[Saved data entries]
:::::

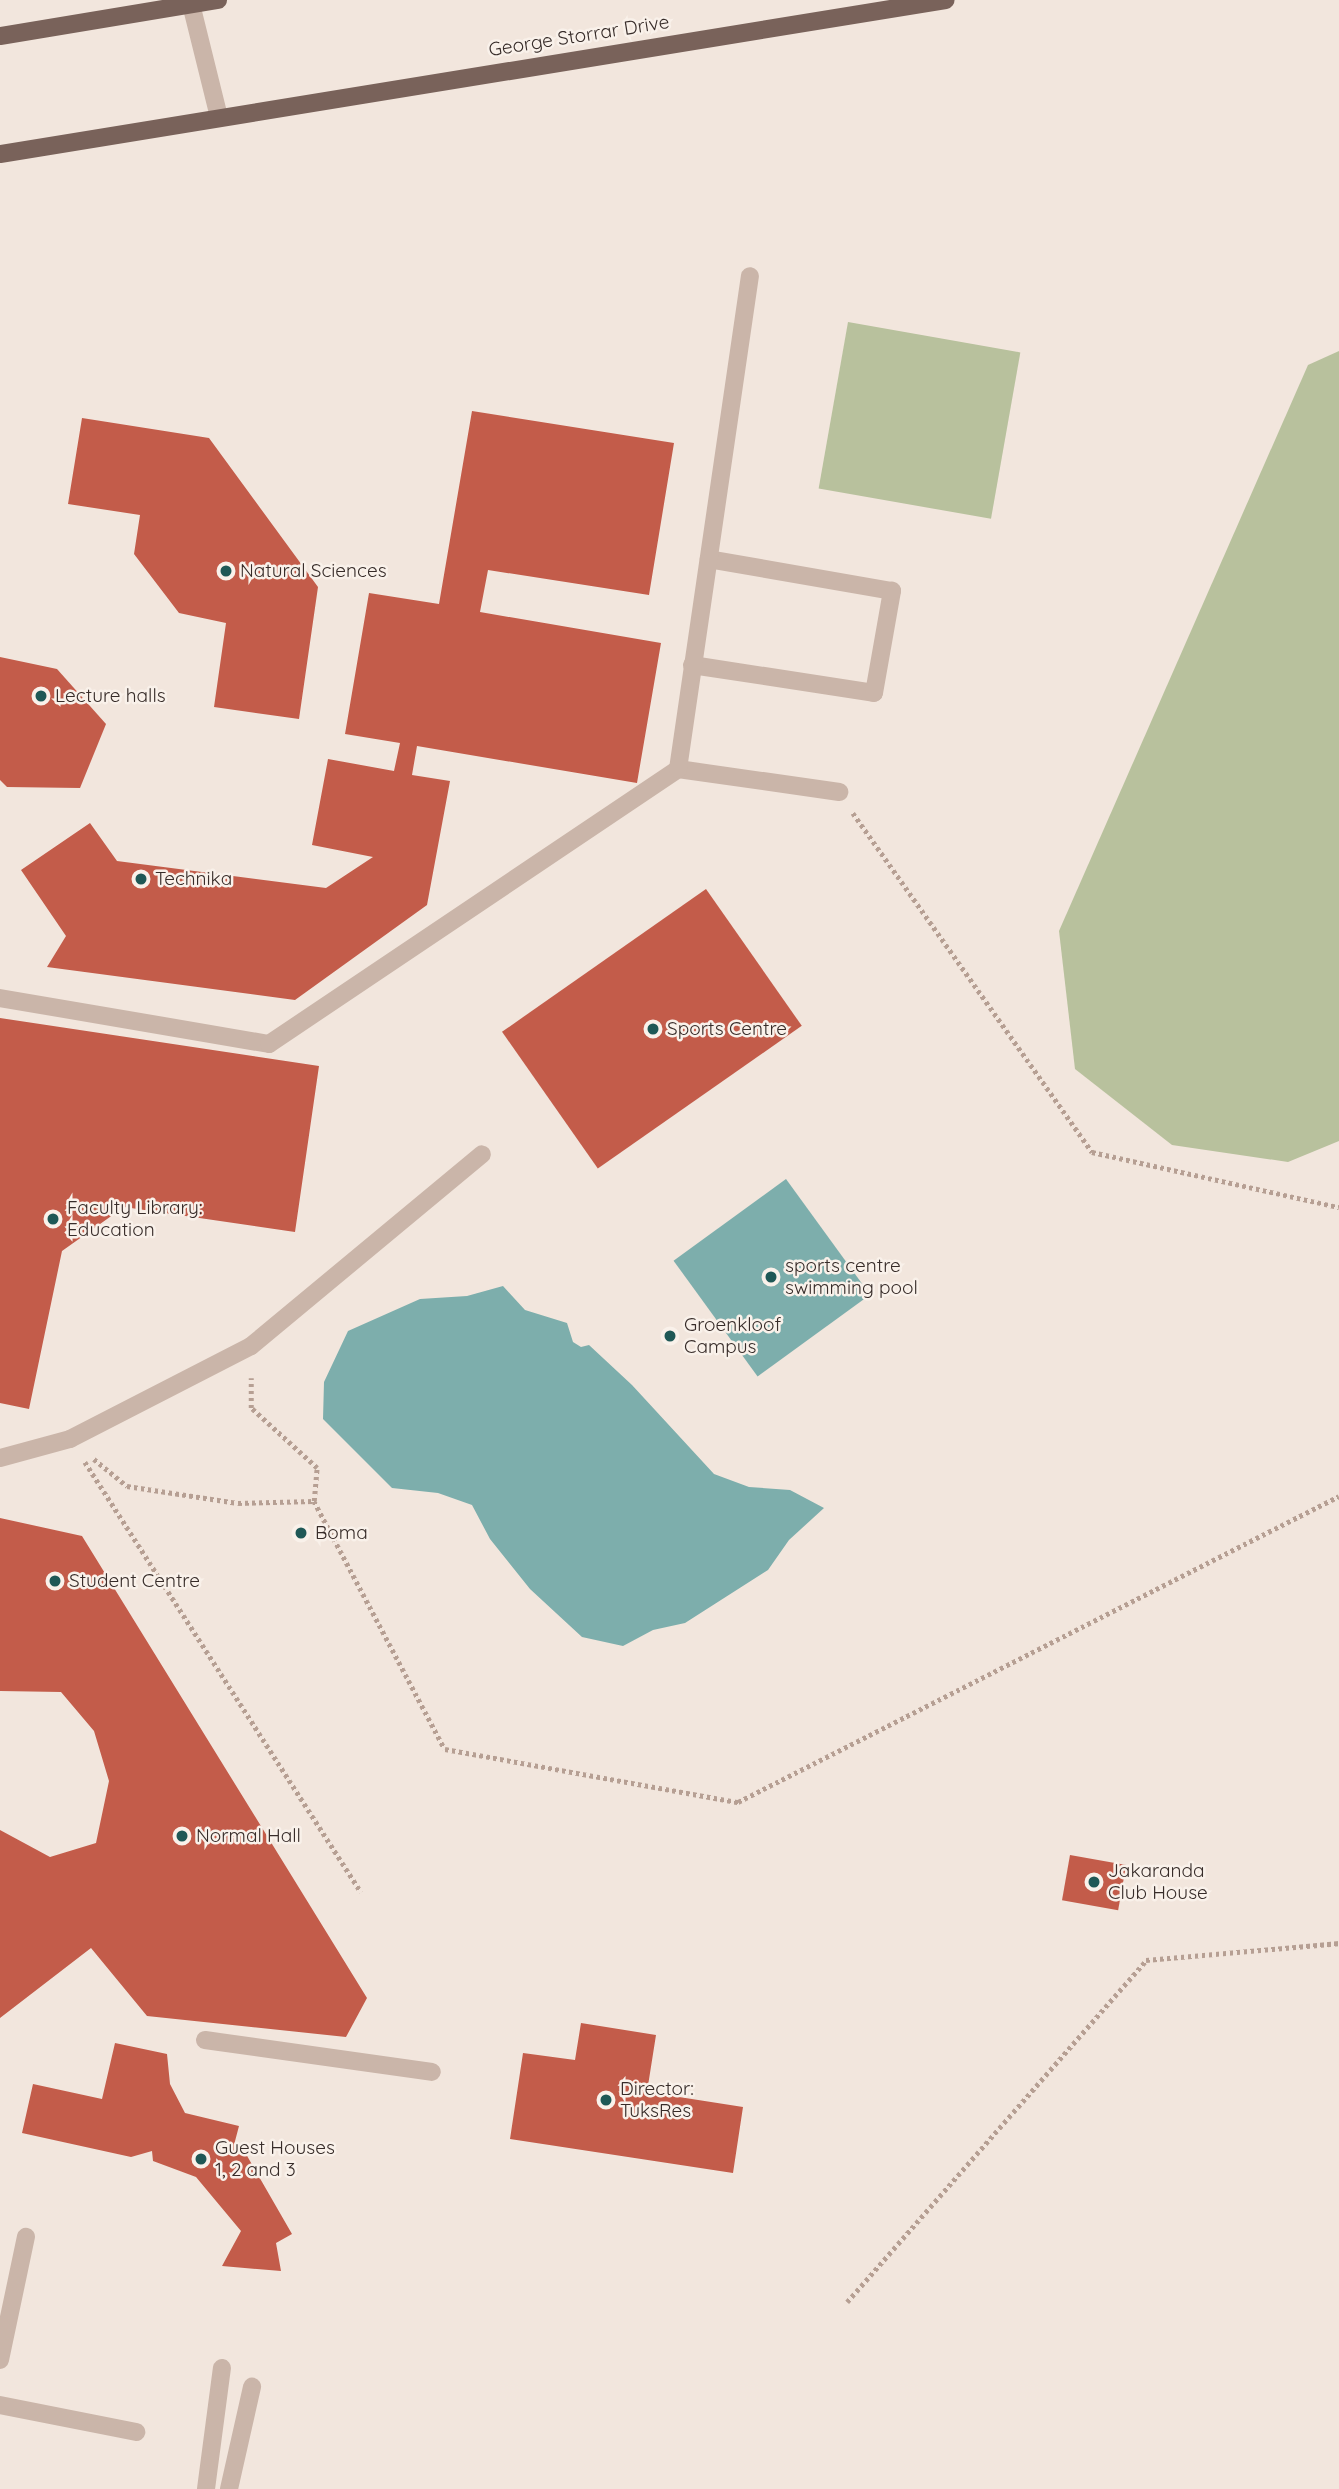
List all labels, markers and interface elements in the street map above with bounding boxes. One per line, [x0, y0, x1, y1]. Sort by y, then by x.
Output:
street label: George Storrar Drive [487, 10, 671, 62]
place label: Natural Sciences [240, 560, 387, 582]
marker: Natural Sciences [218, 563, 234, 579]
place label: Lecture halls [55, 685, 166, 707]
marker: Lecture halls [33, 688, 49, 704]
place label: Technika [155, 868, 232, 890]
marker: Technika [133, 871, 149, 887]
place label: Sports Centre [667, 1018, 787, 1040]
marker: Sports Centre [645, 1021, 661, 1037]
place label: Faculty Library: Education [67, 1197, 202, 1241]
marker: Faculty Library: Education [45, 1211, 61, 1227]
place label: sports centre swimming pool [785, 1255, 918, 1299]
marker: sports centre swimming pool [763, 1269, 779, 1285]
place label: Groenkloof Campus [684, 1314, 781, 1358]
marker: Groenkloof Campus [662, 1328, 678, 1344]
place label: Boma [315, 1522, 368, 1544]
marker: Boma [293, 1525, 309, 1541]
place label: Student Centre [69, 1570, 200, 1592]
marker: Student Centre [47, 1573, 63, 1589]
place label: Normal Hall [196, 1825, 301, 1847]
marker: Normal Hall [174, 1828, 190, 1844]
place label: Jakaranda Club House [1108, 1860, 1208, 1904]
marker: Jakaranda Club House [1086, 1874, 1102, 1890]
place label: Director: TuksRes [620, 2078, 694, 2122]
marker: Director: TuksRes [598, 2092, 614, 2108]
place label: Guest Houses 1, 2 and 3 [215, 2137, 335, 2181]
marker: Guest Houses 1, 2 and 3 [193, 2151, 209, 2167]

:::::

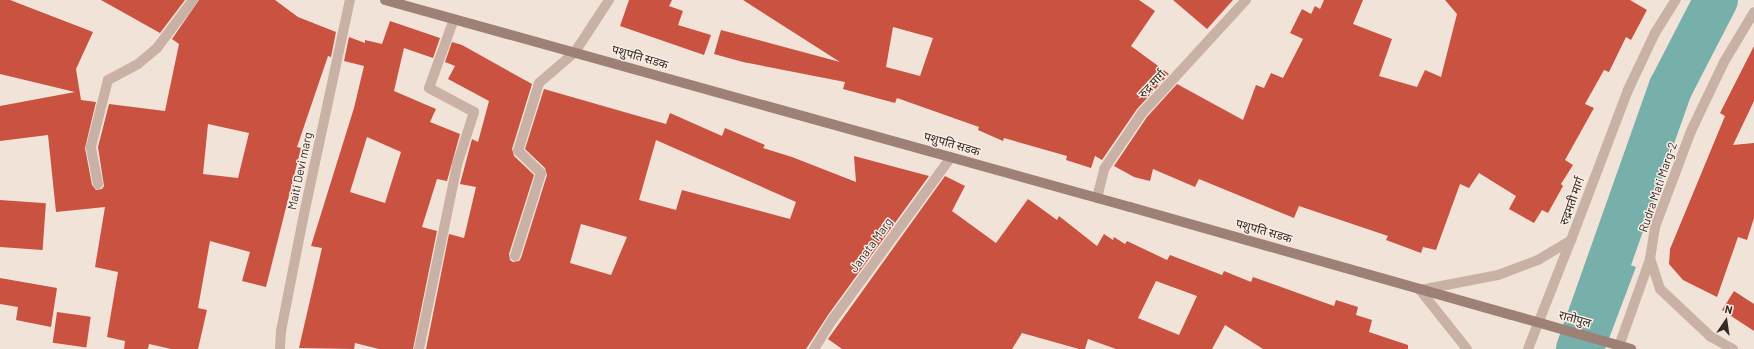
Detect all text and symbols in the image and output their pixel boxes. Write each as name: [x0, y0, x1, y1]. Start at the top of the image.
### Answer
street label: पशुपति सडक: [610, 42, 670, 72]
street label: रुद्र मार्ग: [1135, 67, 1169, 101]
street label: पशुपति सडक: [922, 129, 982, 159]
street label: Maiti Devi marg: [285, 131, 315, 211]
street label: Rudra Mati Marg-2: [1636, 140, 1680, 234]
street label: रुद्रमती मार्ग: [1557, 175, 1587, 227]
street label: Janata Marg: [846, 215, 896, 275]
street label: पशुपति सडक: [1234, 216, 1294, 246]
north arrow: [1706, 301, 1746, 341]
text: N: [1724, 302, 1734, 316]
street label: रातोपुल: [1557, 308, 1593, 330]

:::::

# What needs to be done
Look through the entries for the string "boxes". Every line that has it belongs in the answer.

# Worked solution
List all labels, markers and interface elements in the street map above with bounding boxes. One per line, [x0, y0, x1, y1]. Sort by y, then by x.
Detect all text and symbols in the image and output their pixel boxes. Write each as name: [x0, y0, x1, y1]. Start at the top of the image.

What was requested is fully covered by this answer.